D’ailleurs dans sa lettre de dénonciation sus évoquée, l’employé avait démontré que l’employeur avait usé des manœuvres dolosives et l’avait placé dans une situation de vulnérabilité, surtout sous une forte pression morale pour arracher son consentement. Ce qui sans nul doute s’analyse en une violence (cause de nullité) au sens des articles 10 à 12 du code civil Congolais LIII. Pour ces raisons, l’employé avait émis des réserves de droit lors de la signature dudit acte, en espérant opportunément l’attaquer en temps utile.
Discussion en droit
Même si cette convention dite de résiliation de contrat dressée à l’initiative unilatérale de l’employeur fut signée par toutes les parties, l’une d’elle en l’occurrence la partie économiquement faible, l’employé l’avait signé à son corps défendant et « sous réserve ». Son attitude présageait déjà l’absence d’un consentement libre et éclairé et l’existence possible de certains de ses droits latents à faire valoir. Et donc, cet acte ne pouvait pas à ce stade bénéficier de l’apposition d’une formule exécutoire suite à la simple requête du seul employeur.
Le Professeur A. Mazeaud synthétise parfaitement la notion de la transaction appliquée au droit du travail, en la qualifiant de « faux-ami » il enseigne que : « la transaction permet aux parties à un contrat de travail de régler rapidement et efficacement les conséquences pécuniaires de leur rupture, ce en quoi elle constitue une amie ; cependant, l’une des parties au contrat , généralement l’employeur, peut utiliser la transaction pour tromper le salarié en lui donnant moins que ce à quoi il a normalement droit, et c’est pour cela que M. Mazeaud la considère comme un « faux-ami » car elle peut être préjudiciable pour le salarié ; cette idée de protection du salarié explique parfaitement les exigences de la Cour de cassation concernant la validité de la transaction en droit du travail. »[1]

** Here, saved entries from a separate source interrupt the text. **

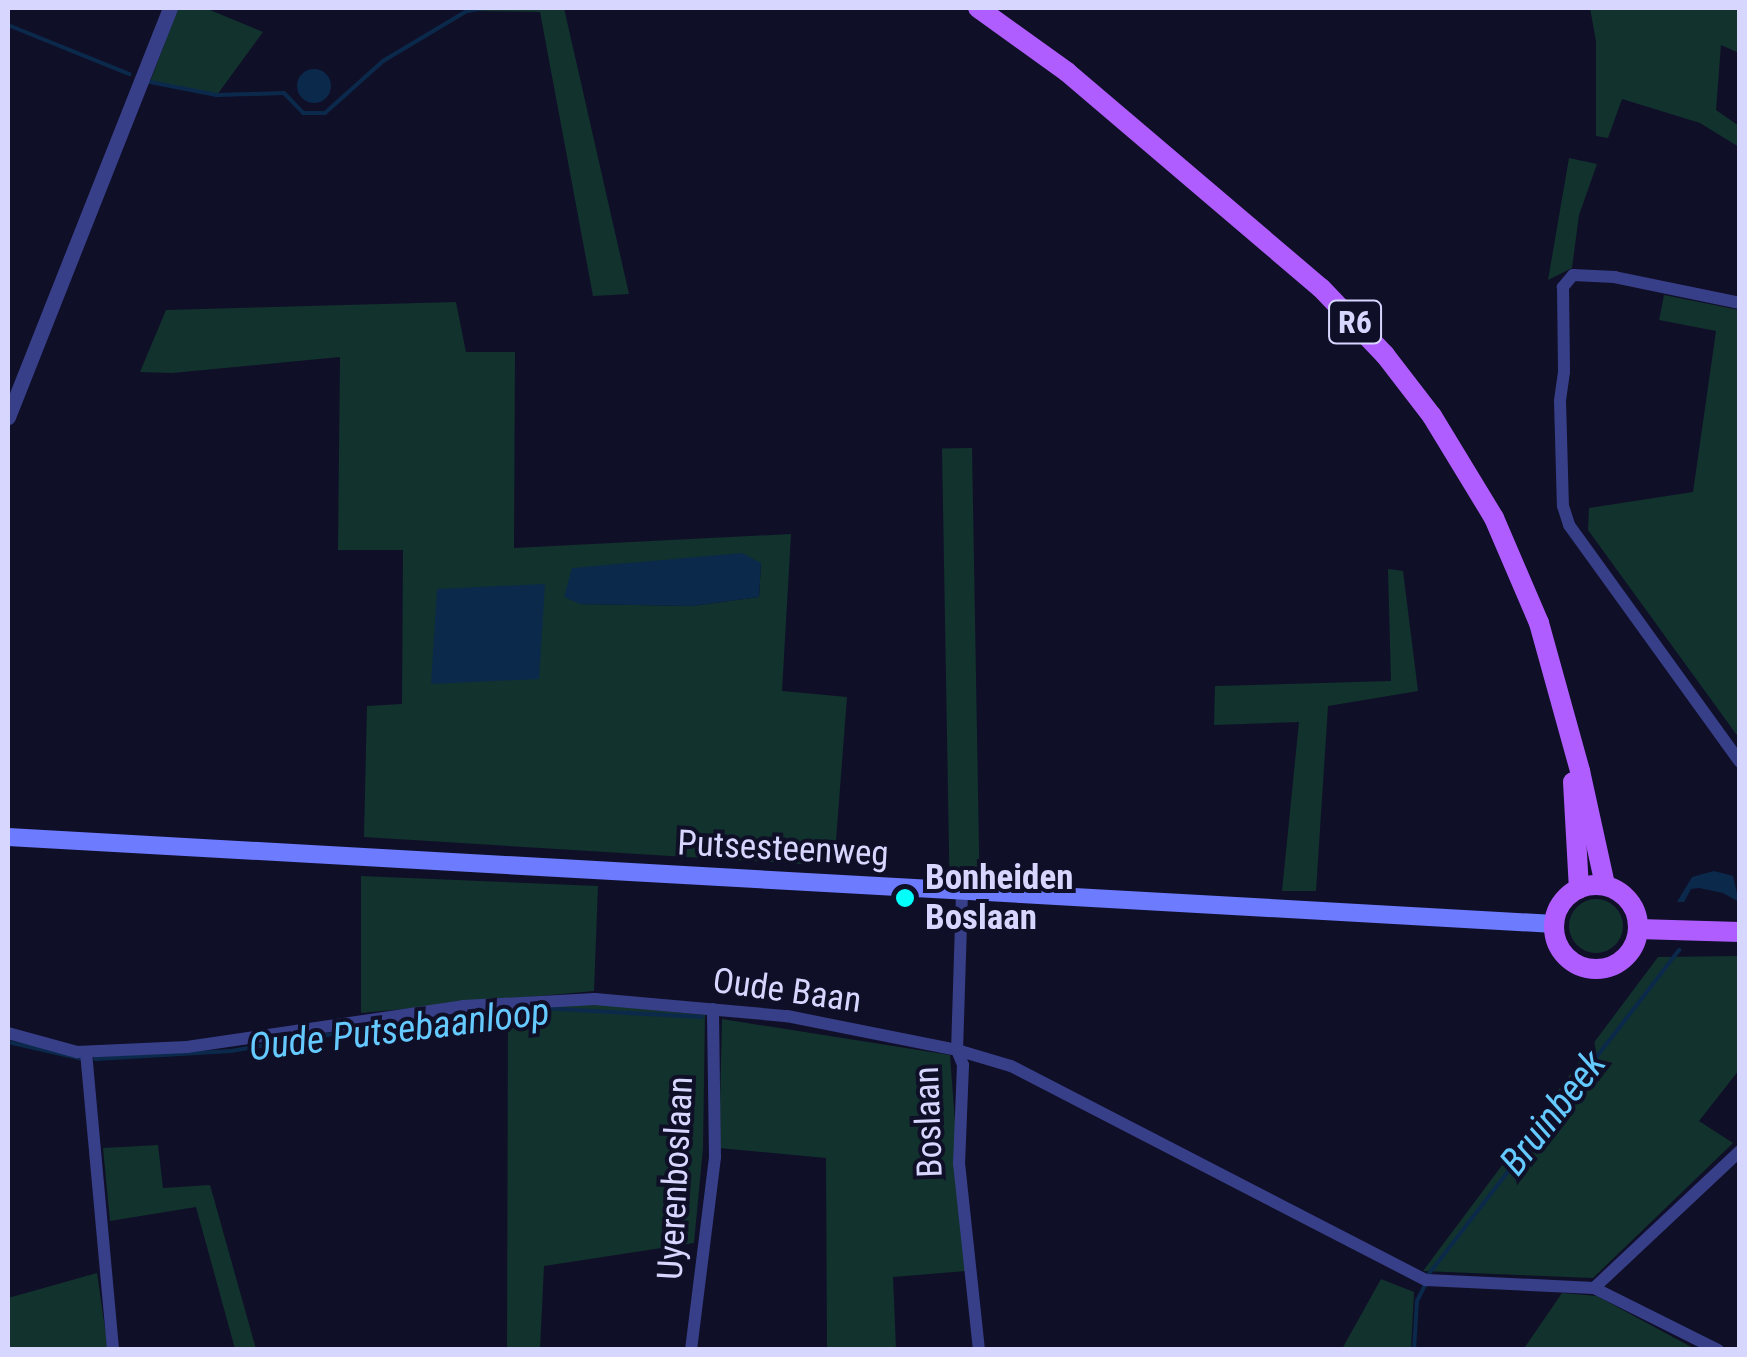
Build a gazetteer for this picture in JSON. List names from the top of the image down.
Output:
{
  "streets": {
    "main road": ["R6", "Putsesteenweg"],
    "street": ["Oude Baan", "Boslaan", "Uyerenboslaan"]
  },
  "crossings": [
    ["R6", "Putsesteenweg"],
    ["Putsesteenweg", "Boslaan"],
    ["Oude Baan", "Boslaan"],
    ["Oude Baan", "Uyerenboslaan"]
  ],
  "water": ["Oude Putsebaanloop", "Bruinbeek"],
  "places": ["Bonheiden Boslaan"]
}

Aussi, poursuit Maître MABANZA N’SEMY : « La distinction entre rupture amiable et transaction tient donc à la différence de leur objet respectif. Cette divergence qui nous paraît aujourd’hui évidente ne l’était pas il y a quelques années. Une doctrine expliqua fort bien les raisons de cette confusion. C’est ainsi qu’elle affirmait que « chacun sait qu’en pratique la transaction et la rupture d’un commun accord sont fréquemment confondues car, en définitive, ce qui compte pour les parties, c’est de rompre la convention de travail en s’évadant des contraintes du licenciement et en évitant que cette rupture ne puisse être remise en cause par des recours devant une juridiction ». En 1988, la Chambre sociale de la Cour de cassation fit même une osmose entre transaction et rupture amiable du contrat de travail mais la solution est isolée. »[2] ;
MUKADI BONY quant à lui, paraphrasant l’annotateur d’un arrêt rendu par la Cour d’Appel de Kinshasa/Gombe, le 28/03/1991 sous RTA 1914 WANGATA c/ MARSAVCO, écrit que : « Les parties à un contrat de travail ont le droit de se mettre d’accord pour défaire ensemble ce qu’elles avaient fait ensemble. La seule précaution qu’elles doivent prendre dans leur accord est de ne pas porter atteinte aux dispositions d’ordre public et de ne pas prévoir des avantages inférieurs à ceux prescrits par la loi. L’accord des parties sur la rupture conventionnelle du contrat de travail fait obstacle à l’allocation des dommages et intérêts pour rupture abusive, à moins que l’une d’elles ne démontre que son consentement a été vicié par l’erreur, la violence ou le dol. La rupture du contrat de travail par l’accord amiable des parties peut être décidée dans le seul cadre de l’entreprise tout comme elle peut se faire constater par un procès-verbal de conciliation ou par un jugement d’expédient. Dans tous les cas l’engagement du travailleur est censé être donné sous réserve du respect de ses droits légaux et conventionnels »[3]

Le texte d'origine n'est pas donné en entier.